Le tabac et la fumée font passer des poisons comme la nicotine et le monoxyde de carbone dans le sang du bébé. Mais je ne peux pas rentrer en profondeur dans les détails vu que je ne suis pas gynécologue.
La cigarette électronique peut-elle être considérée comme une alternative pendant la grossesse ?
Non! la cigarette électronique n’est pas recommandée ni considérée comme une alternative sûre ou officielle pendant la grossesse.
Quel conseil donneriez-vous à celle ou celui qui souhaite arrêter de fumer?

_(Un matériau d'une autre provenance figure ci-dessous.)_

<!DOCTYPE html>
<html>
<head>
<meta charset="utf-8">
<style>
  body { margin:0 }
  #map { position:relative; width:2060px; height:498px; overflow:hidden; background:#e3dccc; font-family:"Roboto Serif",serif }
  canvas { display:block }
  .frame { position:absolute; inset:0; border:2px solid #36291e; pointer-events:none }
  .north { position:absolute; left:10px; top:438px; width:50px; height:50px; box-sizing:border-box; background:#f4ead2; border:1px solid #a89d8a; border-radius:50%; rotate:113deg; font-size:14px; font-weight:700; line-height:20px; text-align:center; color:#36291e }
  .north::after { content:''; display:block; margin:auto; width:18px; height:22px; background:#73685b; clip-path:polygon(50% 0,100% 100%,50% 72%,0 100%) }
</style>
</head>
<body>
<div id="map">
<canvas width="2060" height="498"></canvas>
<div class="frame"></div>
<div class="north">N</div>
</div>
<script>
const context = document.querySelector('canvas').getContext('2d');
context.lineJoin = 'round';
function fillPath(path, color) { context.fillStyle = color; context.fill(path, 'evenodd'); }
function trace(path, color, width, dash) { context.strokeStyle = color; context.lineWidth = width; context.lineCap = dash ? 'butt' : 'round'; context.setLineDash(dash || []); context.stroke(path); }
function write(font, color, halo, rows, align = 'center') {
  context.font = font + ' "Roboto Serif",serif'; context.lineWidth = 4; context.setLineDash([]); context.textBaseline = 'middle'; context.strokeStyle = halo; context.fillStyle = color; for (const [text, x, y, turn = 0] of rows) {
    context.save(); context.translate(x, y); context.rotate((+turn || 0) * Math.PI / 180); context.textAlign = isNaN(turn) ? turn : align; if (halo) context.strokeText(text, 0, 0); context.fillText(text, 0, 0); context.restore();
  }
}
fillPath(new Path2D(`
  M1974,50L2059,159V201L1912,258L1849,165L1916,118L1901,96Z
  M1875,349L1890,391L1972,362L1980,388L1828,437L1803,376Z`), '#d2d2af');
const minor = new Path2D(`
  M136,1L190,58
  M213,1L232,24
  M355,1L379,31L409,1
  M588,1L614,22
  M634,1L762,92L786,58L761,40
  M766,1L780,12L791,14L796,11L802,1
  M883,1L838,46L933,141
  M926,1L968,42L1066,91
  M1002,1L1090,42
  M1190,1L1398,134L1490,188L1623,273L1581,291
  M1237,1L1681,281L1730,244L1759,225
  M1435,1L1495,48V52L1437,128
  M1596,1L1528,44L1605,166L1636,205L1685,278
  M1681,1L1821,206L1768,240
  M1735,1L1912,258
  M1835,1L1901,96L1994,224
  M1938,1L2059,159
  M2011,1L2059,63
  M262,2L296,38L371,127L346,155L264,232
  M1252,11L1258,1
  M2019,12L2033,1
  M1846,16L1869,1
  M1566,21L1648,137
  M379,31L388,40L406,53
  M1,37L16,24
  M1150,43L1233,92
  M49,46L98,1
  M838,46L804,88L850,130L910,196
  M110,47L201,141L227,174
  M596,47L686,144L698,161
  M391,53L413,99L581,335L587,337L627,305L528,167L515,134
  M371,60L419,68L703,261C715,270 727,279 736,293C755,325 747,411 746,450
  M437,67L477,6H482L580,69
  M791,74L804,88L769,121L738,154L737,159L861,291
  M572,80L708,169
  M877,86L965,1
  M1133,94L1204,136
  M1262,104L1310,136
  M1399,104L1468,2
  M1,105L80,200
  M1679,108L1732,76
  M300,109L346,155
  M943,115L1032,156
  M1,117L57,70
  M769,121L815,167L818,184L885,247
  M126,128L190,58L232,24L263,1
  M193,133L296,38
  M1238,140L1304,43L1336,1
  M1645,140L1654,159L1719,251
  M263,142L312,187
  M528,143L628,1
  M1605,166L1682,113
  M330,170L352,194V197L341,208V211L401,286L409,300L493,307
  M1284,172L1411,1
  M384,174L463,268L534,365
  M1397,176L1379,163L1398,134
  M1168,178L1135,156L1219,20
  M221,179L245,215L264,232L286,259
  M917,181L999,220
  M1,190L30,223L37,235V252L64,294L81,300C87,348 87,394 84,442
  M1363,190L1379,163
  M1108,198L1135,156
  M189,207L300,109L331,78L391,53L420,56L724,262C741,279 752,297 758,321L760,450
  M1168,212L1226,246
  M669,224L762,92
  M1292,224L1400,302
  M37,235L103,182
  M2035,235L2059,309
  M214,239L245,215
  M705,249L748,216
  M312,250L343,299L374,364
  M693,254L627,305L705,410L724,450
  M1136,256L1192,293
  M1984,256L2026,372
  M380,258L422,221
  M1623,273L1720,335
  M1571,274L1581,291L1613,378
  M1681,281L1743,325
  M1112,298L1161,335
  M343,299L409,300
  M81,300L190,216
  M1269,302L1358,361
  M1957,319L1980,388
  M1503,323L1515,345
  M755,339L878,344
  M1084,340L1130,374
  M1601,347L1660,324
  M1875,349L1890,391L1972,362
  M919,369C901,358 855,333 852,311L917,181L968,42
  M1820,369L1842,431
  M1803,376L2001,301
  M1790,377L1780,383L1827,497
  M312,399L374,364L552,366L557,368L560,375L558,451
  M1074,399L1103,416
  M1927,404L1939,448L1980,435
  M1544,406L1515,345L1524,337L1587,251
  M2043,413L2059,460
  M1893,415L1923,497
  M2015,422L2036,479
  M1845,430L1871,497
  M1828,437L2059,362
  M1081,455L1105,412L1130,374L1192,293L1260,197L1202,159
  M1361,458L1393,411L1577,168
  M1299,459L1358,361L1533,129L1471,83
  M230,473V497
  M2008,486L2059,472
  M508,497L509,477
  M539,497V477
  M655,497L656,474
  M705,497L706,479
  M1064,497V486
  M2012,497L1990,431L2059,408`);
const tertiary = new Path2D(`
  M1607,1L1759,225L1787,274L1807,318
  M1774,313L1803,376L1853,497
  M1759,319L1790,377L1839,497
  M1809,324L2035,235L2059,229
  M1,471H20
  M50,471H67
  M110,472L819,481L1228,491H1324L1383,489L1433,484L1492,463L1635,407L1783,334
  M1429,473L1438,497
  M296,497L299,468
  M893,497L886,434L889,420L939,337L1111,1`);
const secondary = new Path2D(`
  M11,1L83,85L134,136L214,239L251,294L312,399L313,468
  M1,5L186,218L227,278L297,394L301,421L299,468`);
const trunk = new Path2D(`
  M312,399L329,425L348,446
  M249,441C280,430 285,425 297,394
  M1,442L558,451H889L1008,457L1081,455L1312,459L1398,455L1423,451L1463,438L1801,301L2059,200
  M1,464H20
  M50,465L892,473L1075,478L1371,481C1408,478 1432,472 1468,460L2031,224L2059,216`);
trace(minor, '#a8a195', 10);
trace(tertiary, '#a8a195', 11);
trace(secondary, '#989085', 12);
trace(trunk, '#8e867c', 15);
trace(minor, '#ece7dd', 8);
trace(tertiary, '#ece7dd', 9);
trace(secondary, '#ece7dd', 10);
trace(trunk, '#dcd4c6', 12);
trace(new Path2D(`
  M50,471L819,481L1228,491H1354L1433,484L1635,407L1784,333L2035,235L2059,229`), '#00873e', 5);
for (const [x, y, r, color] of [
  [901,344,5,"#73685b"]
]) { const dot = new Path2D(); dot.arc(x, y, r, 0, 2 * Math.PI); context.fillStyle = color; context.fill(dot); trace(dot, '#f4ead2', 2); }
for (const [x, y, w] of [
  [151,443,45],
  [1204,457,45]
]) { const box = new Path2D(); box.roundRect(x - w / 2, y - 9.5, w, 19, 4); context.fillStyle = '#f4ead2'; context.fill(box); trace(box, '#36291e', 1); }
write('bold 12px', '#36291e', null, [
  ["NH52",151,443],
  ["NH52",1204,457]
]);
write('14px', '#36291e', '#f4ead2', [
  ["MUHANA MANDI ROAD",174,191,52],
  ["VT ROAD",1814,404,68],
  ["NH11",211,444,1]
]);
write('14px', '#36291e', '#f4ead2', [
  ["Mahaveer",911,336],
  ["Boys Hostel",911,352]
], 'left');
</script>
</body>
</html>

Le conseil qu’on peut donner à tout fumeur, que ce soit la cigarette électronique, la chicha ou la cigarette ordinaire, c’est d’arrêter de fumer. Et pour arrêter de fumer, il y a une méthode qu’on appelle le sevrage tabagique. Cela n’apporte rien de bon à l’organisme, seulement des conséquences. On leur explique les méfaits, les conséquences de la cigarette en général sur l’organisme. On leur demande d’arrêter, parce que c’est un grand facteur de risque pour toutes les pathologies. Donc, on leur conseille vraiment d’arrêter de fumer. Il faut des campagnes d’information et de sensibilisation à travers les médias, la télévision et les réseaux sociaux, avec des spécialistes, pour expliquer les conséquences de ce type de cigarette sur l’organisme. Il faut aussi que les autorités prennent vraiment des mesures contre ces pratiques, parce que c’est une question de santé publique. Il y en a certains qui vont venir simplement parce qu’un ami est là. Ils fument, eux aussi, inconsciemment. Finalement, ils s’adonnent à ça et, à force de continuer, ils ne peuvent plus abandonner.
Chaque fois qu’ils ont envie de fumer, ils recommencent, ne connaissant pas les conséquences. Donc, la meilleure façon, ce sont les campagnes d’information et de sensibilisation sur les conséquences et les méfaits de ce type de cigarette.